Several teams started out strong with Gateway, North Allegheny, Thomas Jefferson and Clairton going 2-0 to open the event. The Gators opened against Pittsburgh Central Catholic in a likely Quad-A playoff preview, and the Gators sealed a 13-12 win with a late interception.

"There's a lot of great competition,'' Gateway coach Terry Smith said. "You have teams from all over the East Coast, and Pitt does a great job providing some good matchups. So, it's a great experience for us, as a high school, to see where we are at this point in the summer in our progression.

"Central Catholic is always a perennial power, but we can compete. We played them in a tournament at our place this past weekend, and it was the same thing. We had a one-point victory, and then they beat us on the last play in another game. So, it's always nip-and-tuck with those guys.''

Smith added that while local rivalries were maintained, this tournament was an opportunity to match up against other teams that one might not normally see. But it's also an opportunity for the players to build camaraderie.

"It's great for the kids to get out there playing together and communicating with one another,'' Smith said. "That's what it's all about in the fall. You need good communication on the field, so this is the first step to get them to do it. And we're very happy to have this opportunity.''

Clairton beat Crossland and Indiana, as Pitt commit Manny Williams starred on both offense and defense. In the opener, he caught two touchdown passes and had an interception. He primarily played offense in the second game, as the Bears won going away. But don't expect Williams to lobby Pitt coach Dave Wannstedt to be a two-way player when he plays for the Panthers next year. He'll just be a safety on defense.

"I do everything in high school, so it would be no big deal,'' Williams said. "I never really come off the field at Clairton, so I'll want to do everything I can when I come to Pitt. We're having a good time, but it's tough for us because we're a blitzing team. And we can't do any of that here, but it's all right. We're still doing pretty well.''

There were also 16 high school teams (eight players each) in the second Big Man Challenge run this year by strength and conditioning coach Buddy Morris with assistance from video coordinator Chad Bogard.

The Pennsylvania high schools were Frazier, Gateway, Indiana, Kiski, Manheim Township, Mount Pleasant, North Star, Perry, Pine-Richland, Saltsburg, Shady Side, Steel Valley and Trinity.
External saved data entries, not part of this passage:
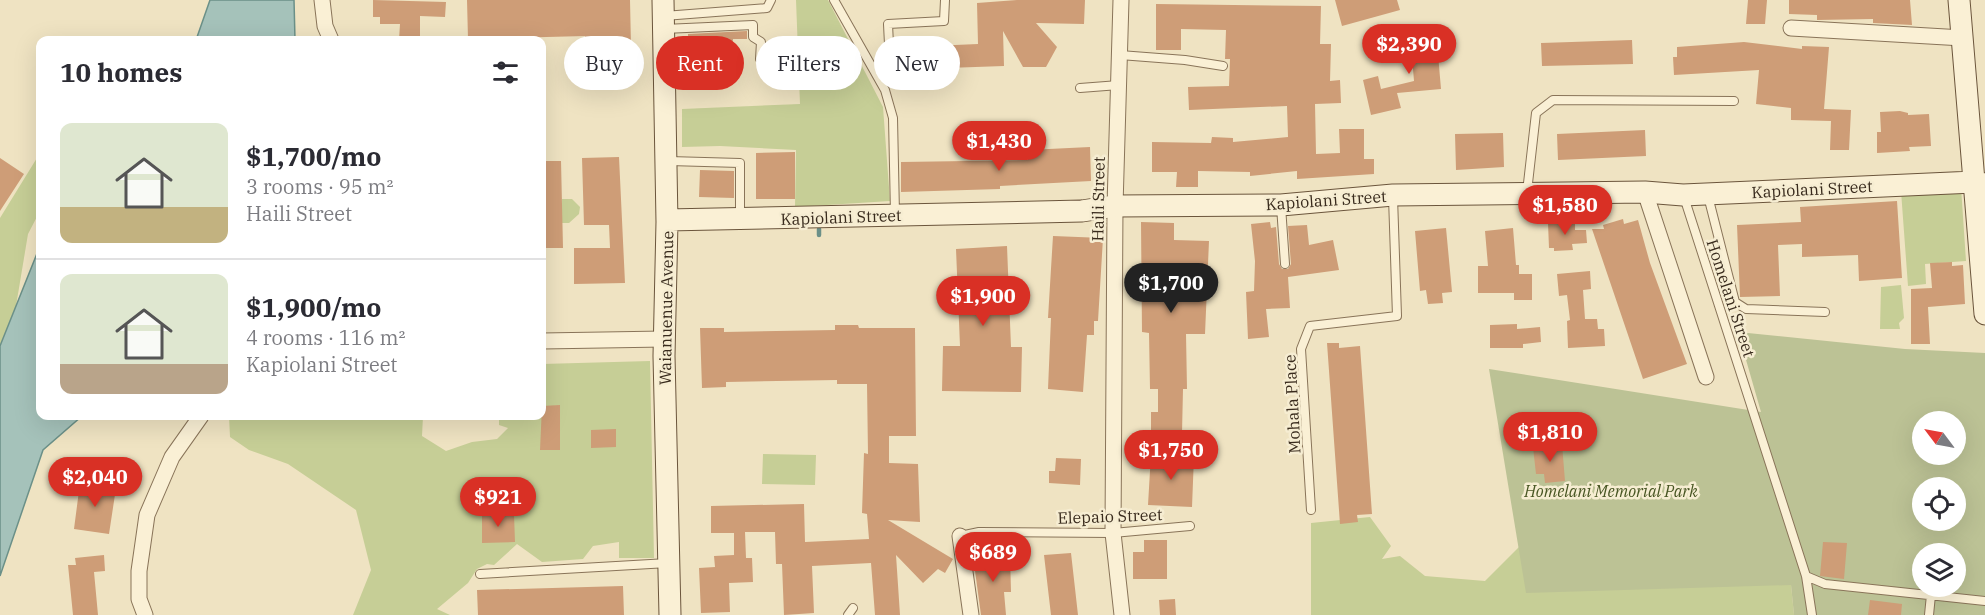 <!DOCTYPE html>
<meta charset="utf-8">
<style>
body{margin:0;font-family:"IBM Plex Serif",serif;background:#f2f2f3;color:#2b2b33;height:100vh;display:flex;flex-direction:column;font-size:22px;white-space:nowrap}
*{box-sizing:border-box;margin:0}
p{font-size:20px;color:#7c7c81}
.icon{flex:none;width:33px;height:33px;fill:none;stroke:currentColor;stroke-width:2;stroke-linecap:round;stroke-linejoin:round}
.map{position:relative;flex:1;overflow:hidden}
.panel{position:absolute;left:36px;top:36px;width:510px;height:384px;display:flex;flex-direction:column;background:#fff;border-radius:12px;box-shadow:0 6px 24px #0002}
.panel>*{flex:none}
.guide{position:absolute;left:564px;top:36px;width:570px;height:54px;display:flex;gap:12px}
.needle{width:39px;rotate:302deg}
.tools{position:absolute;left:1912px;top:411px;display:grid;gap:12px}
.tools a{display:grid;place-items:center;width:54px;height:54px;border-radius:50%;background:#fff;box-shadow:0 6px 24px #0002;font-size:30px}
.price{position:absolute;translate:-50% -51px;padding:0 14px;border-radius:21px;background:#d93025;color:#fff;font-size:20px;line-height:39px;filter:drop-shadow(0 2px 3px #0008)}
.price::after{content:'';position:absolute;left:50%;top:36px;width:18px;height:14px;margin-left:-9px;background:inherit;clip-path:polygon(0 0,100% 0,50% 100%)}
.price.selected{background:#222;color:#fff}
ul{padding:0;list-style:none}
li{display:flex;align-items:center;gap:18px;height:150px;padding:0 24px}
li+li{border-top:2px solid #e1e1e2}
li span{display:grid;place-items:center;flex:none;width:168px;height:120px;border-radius:12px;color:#555}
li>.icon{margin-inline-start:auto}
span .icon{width:72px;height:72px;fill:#fffc;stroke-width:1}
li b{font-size:26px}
h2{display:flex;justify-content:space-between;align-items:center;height:72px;padding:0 24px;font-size:26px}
.tag{padding:0 21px;border-radius:27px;background:#fff;box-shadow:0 6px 24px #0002;font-size:21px;line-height:54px}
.tag.selected{background:#d93025;color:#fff}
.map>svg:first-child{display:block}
.green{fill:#c6ce96}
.cemetery{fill:#bcc295;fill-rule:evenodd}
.water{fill:#a5c2ba;stroke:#6b9088;stroke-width:1.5}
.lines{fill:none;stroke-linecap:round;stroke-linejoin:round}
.stream{stroke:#6b9088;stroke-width:4.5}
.building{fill:#ce9d77}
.lane-casing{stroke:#897459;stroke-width:10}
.street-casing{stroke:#897459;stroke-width:17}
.secondary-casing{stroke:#6b553c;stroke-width:23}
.lane{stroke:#faf0d5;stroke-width:8}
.street{stroke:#faf0d5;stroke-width:15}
.secondary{stroke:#faf0d5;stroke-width:21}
.labels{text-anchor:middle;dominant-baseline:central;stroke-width:5;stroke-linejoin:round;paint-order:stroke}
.street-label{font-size:16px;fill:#392b1d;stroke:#f6edd2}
.park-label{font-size:16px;font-style:italic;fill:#485623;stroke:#f6edd2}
</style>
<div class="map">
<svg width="1985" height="615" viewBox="0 0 1985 615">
<rect width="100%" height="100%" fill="#efe3c2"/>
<!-- green -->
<path class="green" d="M796,0H828L883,107L890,201L795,207L796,150L720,146L682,147V109L800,104Z
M40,153V211L28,234L16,306L0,346V218Z
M1961,187L1966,261L1925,264L1926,284L1908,286L1901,191Z
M562,199H572L580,207L579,214L569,223H562Z
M1901,285L1904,318L1899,323L1900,329H1880L1881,287Z
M650,361L654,558H619V542L593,546L583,559L542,562L517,544L494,565L487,564L477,569L468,583L437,609L450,615H353L371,570L356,510L288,464L249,450L230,437L229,416H423L422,436L446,451L472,442L497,439L508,428L499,425V416H542V364Z
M763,454L816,455L815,485L762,484Z
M1370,517L1391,546L1382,559L1400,556L1425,576L1485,581L1529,537L1791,585L1794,615H1311V523Z"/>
<!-- cemetery -->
<path class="cemetery" d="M1738,332L1905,349L1985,353V615H1794L1791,585L1526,593L1489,369L1761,412ZM1923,422H1956V454H1923ZM1923,488H1956V520H1923ZM1923,554H1956V586H1923Z"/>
<!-- water -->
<path class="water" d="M210,0H294L295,40H196Z
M40,246V416H82L43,450L0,576V346Z"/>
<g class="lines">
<!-- stream -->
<path class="stream" d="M819,235V229"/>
</g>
<!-- building -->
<path class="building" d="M373,0L446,2L445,17L420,16V40H399L400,24H380V17H373Z
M467,0H630L631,47L585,48V36L468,39Z
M1017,0H1085L1084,24L1036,23L1057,47L1046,67H1023L1003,31L1004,66L918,69V61L909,62V47L978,44L977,3Z
M1335,0H1397L1400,10L1342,26Z
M1748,0H1767L1765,24H1746Z
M1789,0H1910L1912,25L1873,23V19L1817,20V15L1789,14Z
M1156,4L1321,6L1320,44H1331L1330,81L1340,80L1341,103L1315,104L1316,154L1340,153L1339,129H1364V159H1374V174L1297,179V171L1250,176V172L1198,171V187H1176L1177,172H1152V142L1211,143L1212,137L1233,138V142L1288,137L1287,106L1189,110L1188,87L1229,86L1230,59H1225L1226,30L1181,29V50H1156Z
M747,31V39H733L732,48L688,47V34Z
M1436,31L1441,89L1397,93L1401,108L1371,115L1363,80L1378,76L1381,89L1414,81L1410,33Z
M1632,40L1633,64L1542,66L1541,43Z
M1744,42L1802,49V46L1829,47L1824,109L1851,110L1849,150H1830L1831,121L1791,120V108L1756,104L1759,70L1674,75L1673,57H1677V47Z
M1900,111L1908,113V115L1929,114L1931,146L1909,147L1910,151L1877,153V132H1881L1880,112Z
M1645,130L1646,156L1558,160L1557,134Z
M1503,133L1504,167L1456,170L1455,134Z
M1090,147L1091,181L1000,186V189L901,192V162L1028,160V150Z
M795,152V199H756V153Z
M619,157L625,283L574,284V248H610L609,225H584L582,158Z
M0,158L24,174L0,211Z
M542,161H561L563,248H544L542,231Z
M700,170L734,171V198L699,197Z
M1897,201L1902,278L1859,281L1858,255L1802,257V244L1778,245L1780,296L1740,297L1737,225L1801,222L1800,207Z
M1623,219L1624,224L1638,220L1650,263L1687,364L1643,379L1592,229H1604L1603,225Z
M1141,222L1174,223V240L1209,241L1205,334H1186L1187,389H1183L1182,433H1151V412H1158V389H1150L1149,333L1142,332Z
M1270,222L1271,228L1276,227L1279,264L1282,269H1288L1291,264L1288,226L1307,225L1309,245L1333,240L1339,270L1288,277L1290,308L1266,309L1269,337L1248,339L1246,292L1254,291L1255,261L1251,224Z
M1575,222V230H1586L1587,243L1572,244L1573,250L1554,251V248H1549L1548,223Z
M1446,228L1452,292L1442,293L1443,303L1428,304L1426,290L1420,291L1415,231Z
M1513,228L1516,265H1519V274H1532V300H1514V293H1478V266H1488L1485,231Z
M1053,236L1103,238L1098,321H1094V335H1087L1083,392L1048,389L1051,318H1048Z
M1007,246L1011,347H1022L1021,392L942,391L943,346H960L956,249Z
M1952,262V266L1963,265L1965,304L1928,307L1930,344H1911V289L1932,288L1930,263Z
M1590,271L1591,289L1583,290L1585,319H1597L1598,329H1604L1605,346L1568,348L1567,321L1570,320L1567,295L1559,296L1557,274Z
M1517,324V329L1540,327L1541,342L1523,344V348H1490V325Z
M835,325H858L859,328H915L916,436H889V463L918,464L920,522L888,520L953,559L945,573L938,569L923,583L896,555L900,615H875L871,563L812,566L814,613L784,615L782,564H776L775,532H745L746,558H752L753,582L729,583L730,612L701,613L699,568L715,567L714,556L734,555V533H711V506L804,504L805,542L869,539L867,514L862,513L864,453L868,454L867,384H837V380L726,382V387L702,388L700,328H724V332L835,330Z
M1327,343H1339V348L1360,346L1372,514L1357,515L1358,522L1340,524Z
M560,405V450H540L542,406Z
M616,429V447L591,448V430Z
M1562,444L1565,481L1545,483L1544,474H1536L1533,447Z
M1151,454L1194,456L1192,507L1148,505Z
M1056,458L1081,459L1080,485L1049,483V471H1055Z
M80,483L116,488L109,534L74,529Z
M482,514H514L515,542L482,543Z
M1144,540H1167V579H1133V552H1144Z
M1823,542L1847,543L1844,579L1820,576Z
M1071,553L1078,615H1051L1044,555Z
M104,555L105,571L94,572L98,615H73L68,565H76L75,558Z
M1010,555L1011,592H1004L1006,615H981L973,556Z
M623,586L624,615H478L477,590Z
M1175,599L1176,615H1160L1159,600Z
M1870,600L1902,604L1901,615H1868Z"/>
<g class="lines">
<defs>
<path id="lane" d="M834,0L885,90L893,118L895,214
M664,16L767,8L771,0
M664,29L753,25V37L761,42L760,59
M1120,55L1185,60L1223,66
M890,65L888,24L944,21L945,0
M1080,88L1119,85
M669,161L740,163V218
M1527,192L1536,113L1553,100L1734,101
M1708,196L1735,302L1746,309L1825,312
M1684,197L1806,576L1812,615
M1281,206L1285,264
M1311,510L1301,349L1310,326L1397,316L1393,197
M960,536L979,532L1113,533L1190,526
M480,574L668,563
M1806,576L1825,584L1985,601
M848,615L853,608
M1929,615L1931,595"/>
<path id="street" d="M322,0L325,26L331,40
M1121,0L1115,206L1113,533L1122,615
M1791,28L1963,38
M1645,192L1706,377
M542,341L664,339
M960,536L971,615
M145,615L139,599V571L147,515L172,457L201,416"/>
<path id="secondary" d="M663,0L667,222L664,356L670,615
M1959,0L1985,314
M667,220L1082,211L1115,206L1281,205L1393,195L1645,192L1683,195L1974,182L1985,184"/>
</defs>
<!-- lane casing -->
<use href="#lane" class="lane-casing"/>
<!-- street casing -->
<use href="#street" class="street-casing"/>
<!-- secondary casing -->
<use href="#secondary" class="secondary-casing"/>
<!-- lane -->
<use href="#lane" class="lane"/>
<!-- street -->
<use href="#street" class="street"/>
<!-- secondary -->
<use href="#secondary" class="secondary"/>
</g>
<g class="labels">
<!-- street labels -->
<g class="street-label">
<text transform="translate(1812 189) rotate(-3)">Kapiolani Street</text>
<text transform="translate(1098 199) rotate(-89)">Haili Street</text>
<text transform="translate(1326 200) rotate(-4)">Kapiolani Street</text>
<text transform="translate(841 217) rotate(-2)">Kapiolani Street</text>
<text transform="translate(1731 298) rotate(72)">Homelani Street</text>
<text transform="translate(666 308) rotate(-89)">Waianuenue Avenue</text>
<text transform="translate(1292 404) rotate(-93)">Mohala Place</text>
<text transform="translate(1110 516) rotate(-2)">Elepaio Street</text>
</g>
<!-- park labels -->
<g class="park-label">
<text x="1611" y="491">Homelani Memorial Park</text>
</g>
</g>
</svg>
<div class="tools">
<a><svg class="needle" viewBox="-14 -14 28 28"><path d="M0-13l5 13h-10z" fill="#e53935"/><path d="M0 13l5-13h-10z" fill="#7c7c81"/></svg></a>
<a><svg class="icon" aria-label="locate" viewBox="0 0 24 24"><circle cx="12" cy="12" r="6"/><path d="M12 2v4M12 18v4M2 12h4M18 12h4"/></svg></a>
<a><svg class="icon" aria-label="layers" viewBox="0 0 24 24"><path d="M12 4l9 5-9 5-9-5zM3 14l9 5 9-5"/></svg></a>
</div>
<b class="price" style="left:1409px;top:75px">$2,390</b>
<b class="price" style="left:999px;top:172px">$1,430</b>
<b class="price" style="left:1565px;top:236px">$1,580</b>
<b class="price selected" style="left:1171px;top:314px">$1,700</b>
<b class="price" style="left:983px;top:327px">$1,900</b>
<b class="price" style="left:1550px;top:463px">$1,810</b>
<b class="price" style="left:1171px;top:481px">$1,750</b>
<b class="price" style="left:95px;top:508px">$2,040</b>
<b class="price" style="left:498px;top:528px">$921</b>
<b class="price" style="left:993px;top:583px">$689</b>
<div class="guide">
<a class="tag">Buy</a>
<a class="tag selected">Rent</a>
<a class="tag">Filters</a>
<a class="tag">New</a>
</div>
<section class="panel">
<h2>10 homes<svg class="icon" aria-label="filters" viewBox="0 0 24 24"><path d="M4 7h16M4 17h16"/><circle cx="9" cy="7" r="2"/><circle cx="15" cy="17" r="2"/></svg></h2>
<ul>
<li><span style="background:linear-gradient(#dfe7d0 70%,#c2b280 0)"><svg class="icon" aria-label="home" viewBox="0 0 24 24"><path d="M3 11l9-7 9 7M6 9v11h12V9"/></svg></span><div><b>$1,700/mo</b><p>3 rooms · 95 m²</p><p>Haili Street</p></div></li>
<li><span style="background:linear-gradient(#dfe7d0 75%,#b9a48a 0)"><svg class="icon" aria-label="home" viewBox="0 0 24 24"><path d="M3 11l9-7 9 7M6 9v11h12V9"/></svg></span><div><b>$1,900/mo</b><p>4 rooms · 116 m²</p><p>Kapiolani Street</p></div></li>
</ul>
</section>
</div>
There also were teams from East Liverpool, Ohio, St. Mary's, W.Va. and Stonewall Jackson in Manassas, Va.

The events took place indoors and were somewhat different than last year, as expected, with Morris in charge. The events included a bench press (185 pounds, total reps), trap bar dead lift (350 pounds, total reps), 30-pound medicine ball toss backward (overhead for distance, total yardage), backward sled drag relay (225 pounds), truck tire flip relay, 200-yard medley relay (backward sled drag, tire flip, pull the trap bar and 50-yard dash).

The top four teams were involved in a tug-of-war with the final two competing in the event again for the title and a 16-pound sledge hammer trophy. Gateway was the defending champion.